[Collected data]
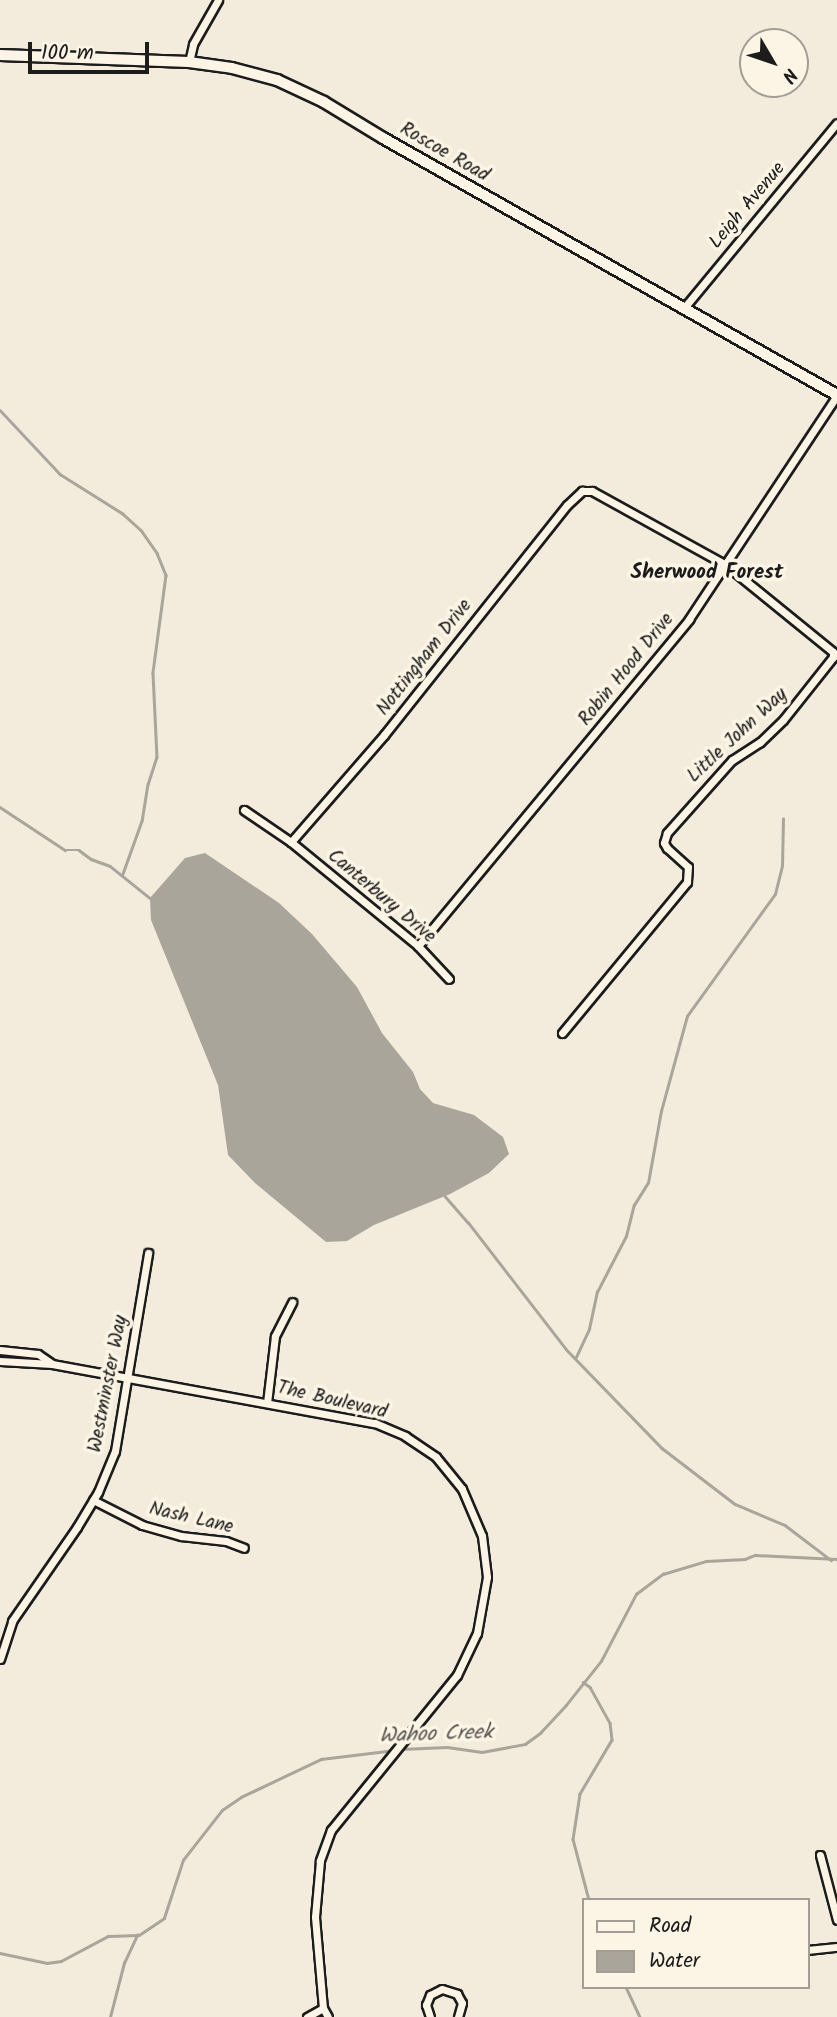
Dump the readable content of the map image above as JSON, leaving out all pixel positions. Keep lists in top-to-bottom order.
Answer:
{
  "streets": {
    "main road": ["Roscoe Road"],
    "street": [
      "Leigh Avenue",
      "Nottingham Drive",
      "Robin Hood Drive",
      "Little John Way",
      "Canterbury Drive",
      "Westminster Way",
      "The Boulevard",
      "Nash Lane"
    ]
  },
  "crossings": [
    ["Roscoe Road", "Leigh Avenue"],
    ["Roscoe Road", "Robin Hood Drive"],
    ["Nottingham Drive", "Robin Hood Drive"],
    ["Nottingham Drive", "Little John Way"],
    ["Nottingham Drive", "Canterbury Drive"],
    ["Robin Hood Drive", "Little John Way"],
    ["Robin Hood Drive", "Canterbury Drive"],
    ["Westminster Way", "The Boulevard"],
    ["Westminster Way", "Nash Lane"]
  ],
  "districts": ["Sherwood Forest"],
  "water": ["Wahoo Creek"],
  "legend": ["Road", "Water"],
  "scale_bar": "100 m",
  "north": "bottom right"
}
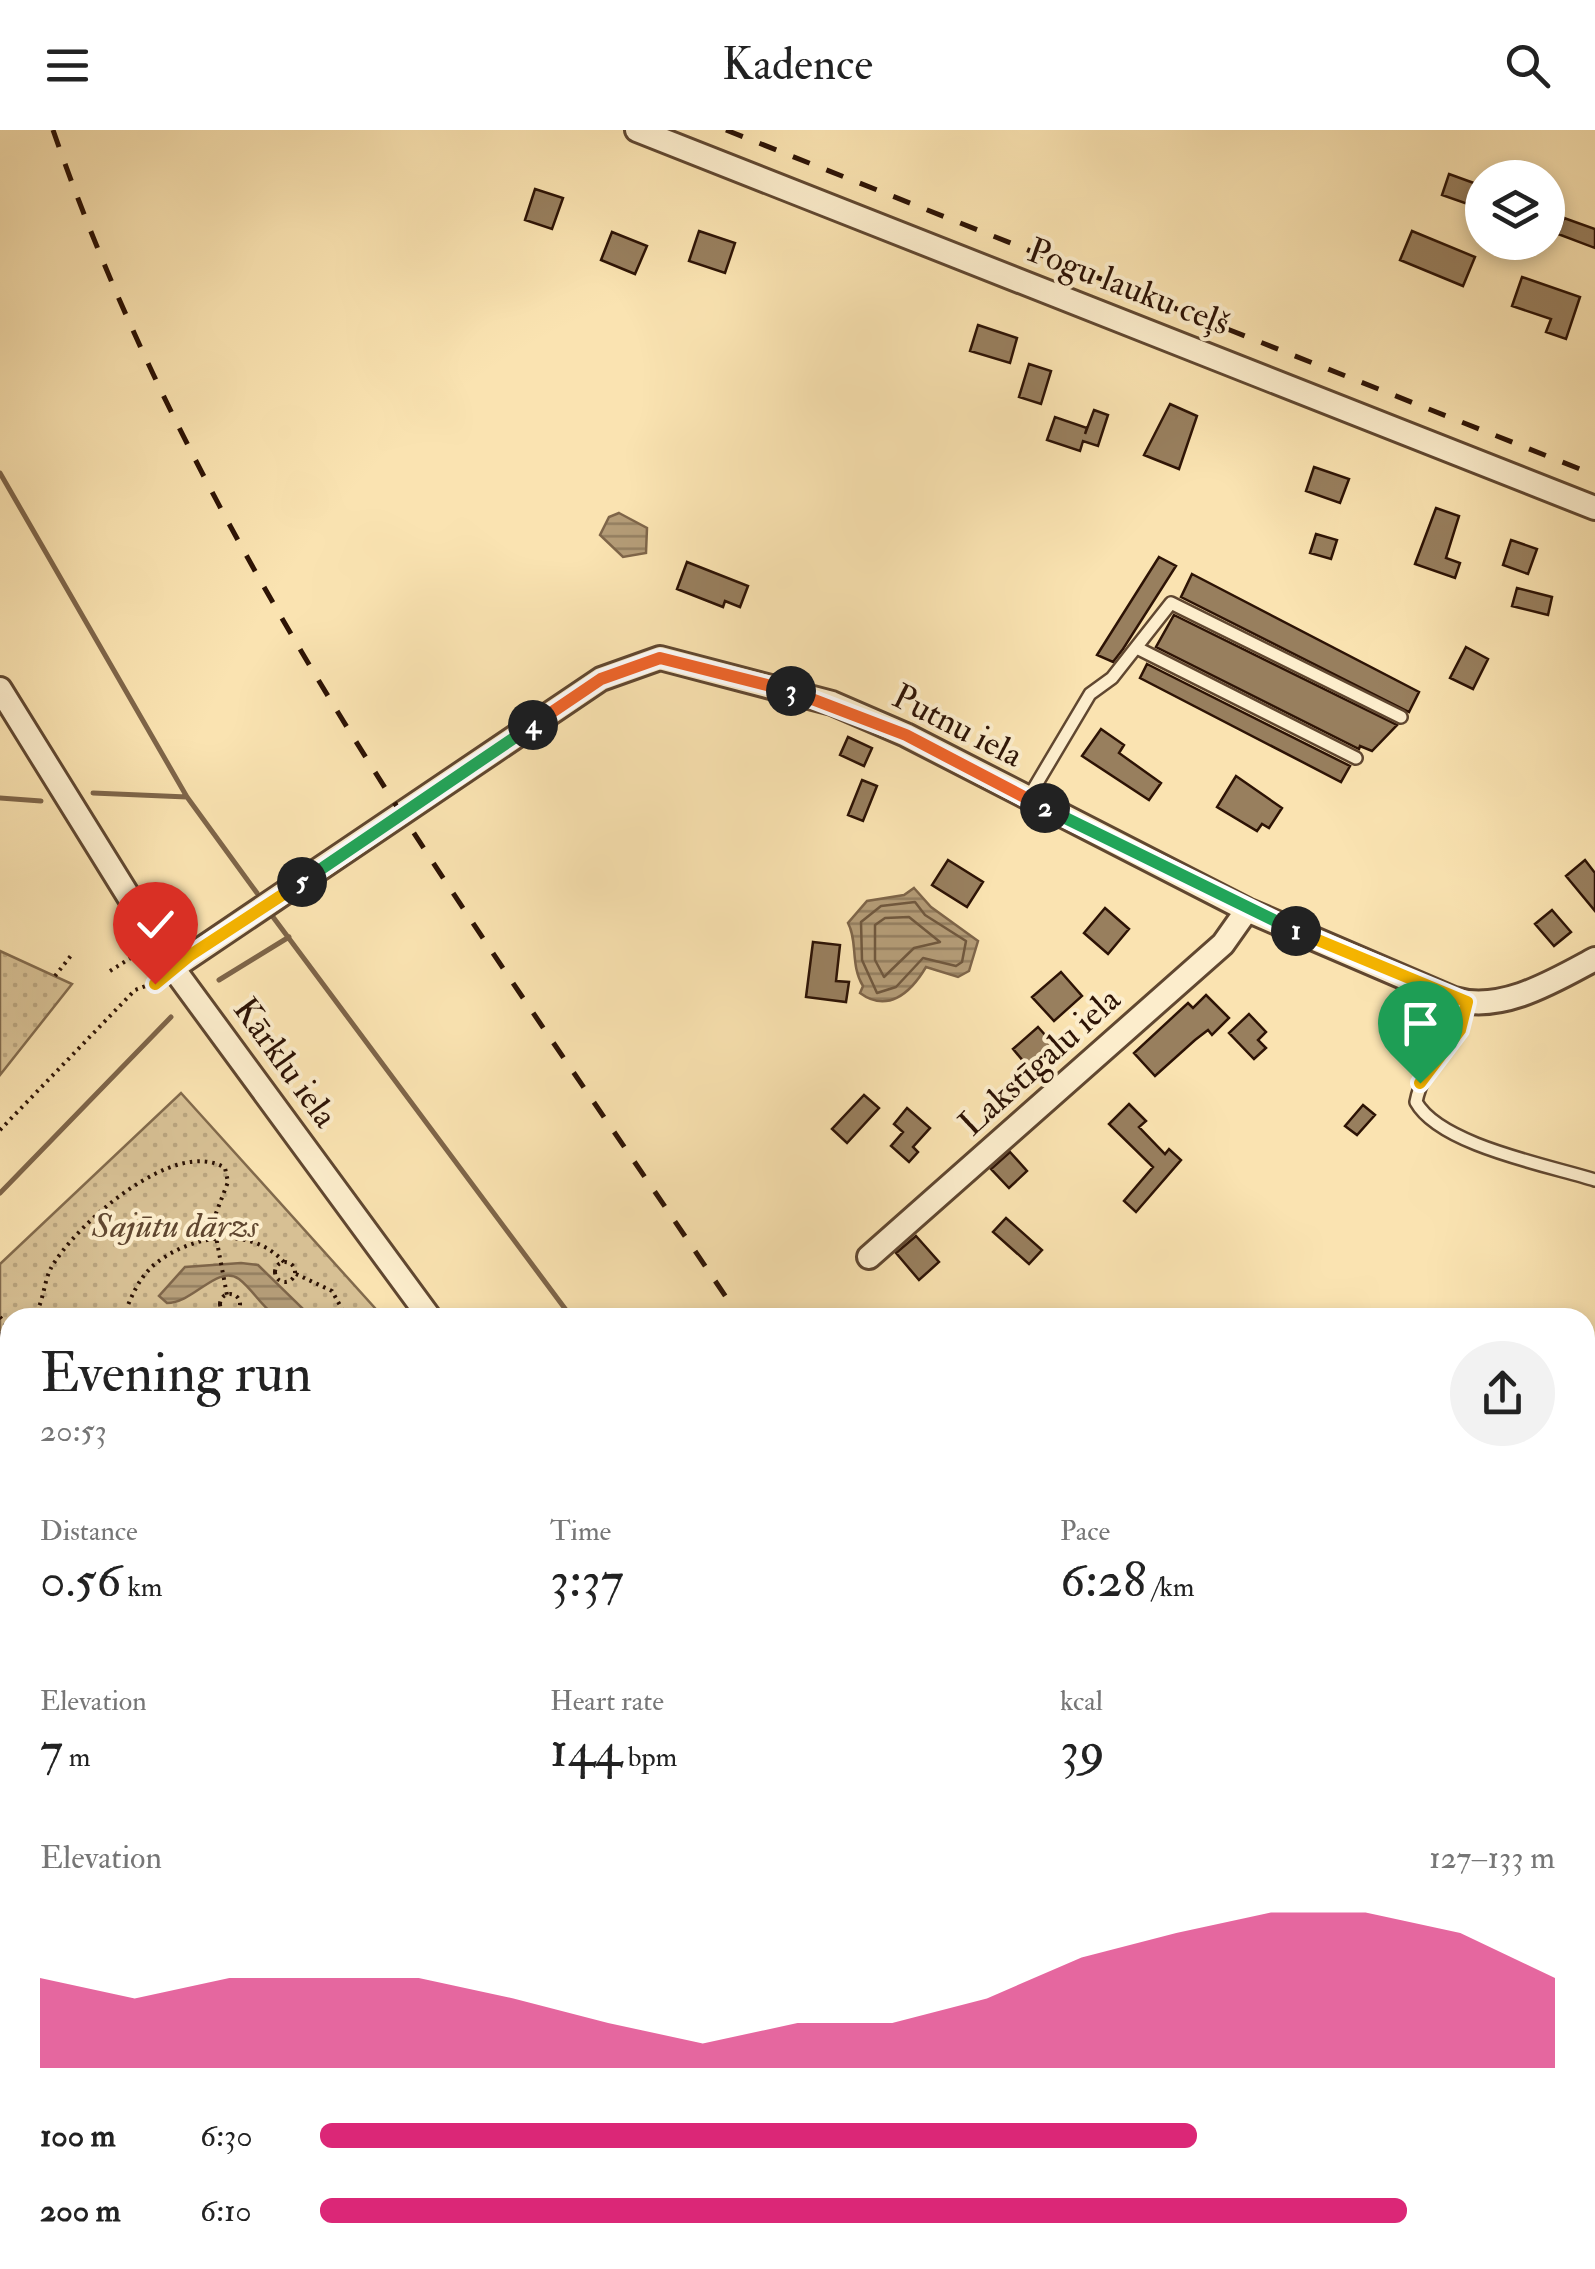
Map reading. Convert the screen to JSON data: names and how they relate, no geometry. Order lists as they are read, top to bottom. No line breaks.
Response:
{"streets":{"street":["Pogu lauku ceļš","Putnu iela","Lakstīgalu iela","Kārklu iela"]},"crossings":[["Putnu iela","Lakstīgalu iela"],["Putnu iela","Kārklu iela"]],"parks":["Sajūtu dārzs"],"page":{"header":"Kadence","pins":["3","4","2","5","1"],"heading":["Evening run","20:53"],"stats":[["Distance","0.56 km"],["Time","3:37"],["Pace","6:28 /km"],["Elevation","7 m"],["Heart rate","144 bpm"],["kcal","39"]],"chart":["Elevation","127–133 m"],"list":[{"name":"100 m","note":"6:30"},{"name":"200 m","note":"6:10"}]}}
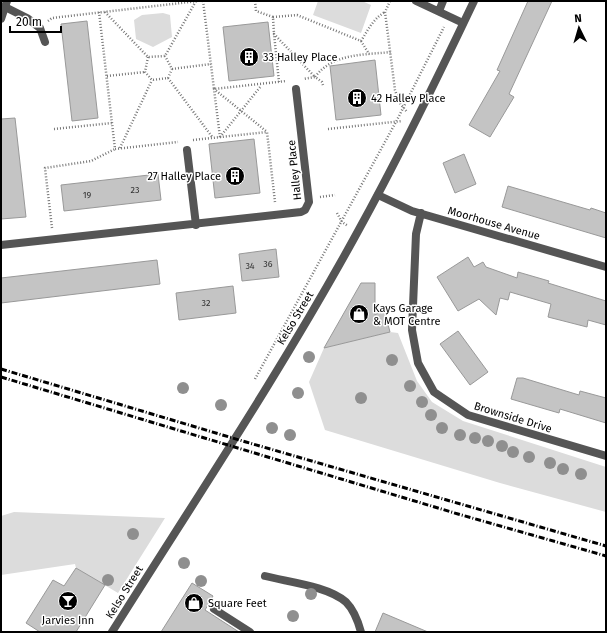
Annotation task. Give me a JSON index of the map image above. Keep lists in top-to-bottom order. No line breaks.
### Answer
{"streets":{"street":["Halley Place","Moorhouse Avenue","Kelso Street","Brownside Drive"]},"crossings":[["Moorhouse Avenue","Kelso Street"],["Moorhouse Avenue","Brownside Drive"]],"places":{"building":["33 Halley Place","42 Halley Place","27 Halley Place"],"shop":["Kays Garage & MOT Centre","Square Feet"],"bar":["Jarvies Inn"]},"house_numbers":["23","19","36","34","32"],"scale_bar":"20 m","north":"top"}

**ASSIGNED TASK**.
Copy out all the data exactly. No images belong in the copy.

**TASK ANSWER**.
Dump the readable content of the map image above as JSON, leaving out all pixel positions. Keep lists in top-to-bottom order.
Answer:
{
  "streets": {
    "main road": ["Roscoe Road"],
    "street": [
      "Leigh Avenue",
      "Nottingham Drive",
      "Robin Hood Drive",
      "Little John Way",
      "Canterbury Drive",
      "Westminster Way",
      "The Boulevard",
      "Nash Lane"
    ]
  },
  "crossings": [
    ["Roscoe Road", "Leigh Avenue"],
    ["Roscoe Road", "Robin Hood Drive"],
    ["Nottingham Drive", "Robin Hood Drive"],
    ["Nottingham Drive", "Little John Way"],
    ["Nottingham Drive", "Canterbury Drive"],
    ["Robin Hood Drive", "Little John Way"],
    ["Robin Hood Drive", "Canterbury Drive"],
    ["Westminster Way", "The Boulevard"],
    ["Westminster Way", "Nash Lane"]
  ],
  "districts": ["Sherwood Forest"],
  "water": ["Wahoo Creek"],
  "legend": ["Road", "Water"],
  "scale_bar": "100 m",
  "north": "bottom right"
}
Map reading. Convert the screen to JSON data: names and how they relate, no geometry. Order lists as they are read, top to bottom. No line breaks.
Response:
{"streets":{"street":["Pogu lauku ceļš","Putnu iela","Lakstīgalu iela","Kārklu iela"]},"crossings":[["Putnu iela","Lakstīgalu iela"],["Putnu iela","Kārklu iela"]],"parks":["Sajūtu dārzs"],"page":{"header":"Kadence","pins":["3","4","2","5","1"],"heading":["Evening run","20:53"],"stats":[["Distance","0.56 km"],["Time","3:37"],["Pace","6:28 /km"],["Elevation","7 m"],["Heart rate","144 bpm"],["kcal","39"]],"chart":["Elevation","127–133 m"],"list":[{"name":"100 m","note":"6:30"},{"name":"200 m","note":"6:10"}]}}
Annotation task. Give me a JSON index of the map image above. Keep lists in top-to-bottom order. No line breaks.
### Answer
{"streets":{"street":["Halley Place","Moorhouse Avenue","Kelso Street","Brownside Drive"]},"crossings":[["Moorhouse Avenue","Kelso Street"],["Moorhouse Avenue","Brownside Drive"]],"places":{"building":["33 Halley Place","42 Halley Place","27 Halley Place"],"shop":["Kays Garage & MOT Centre","Square Feet"],"bar":["Jarvies Inn"]},"house_numbers":["23","19","36","34","32"],"scale_bar":"20 m","north":"top"}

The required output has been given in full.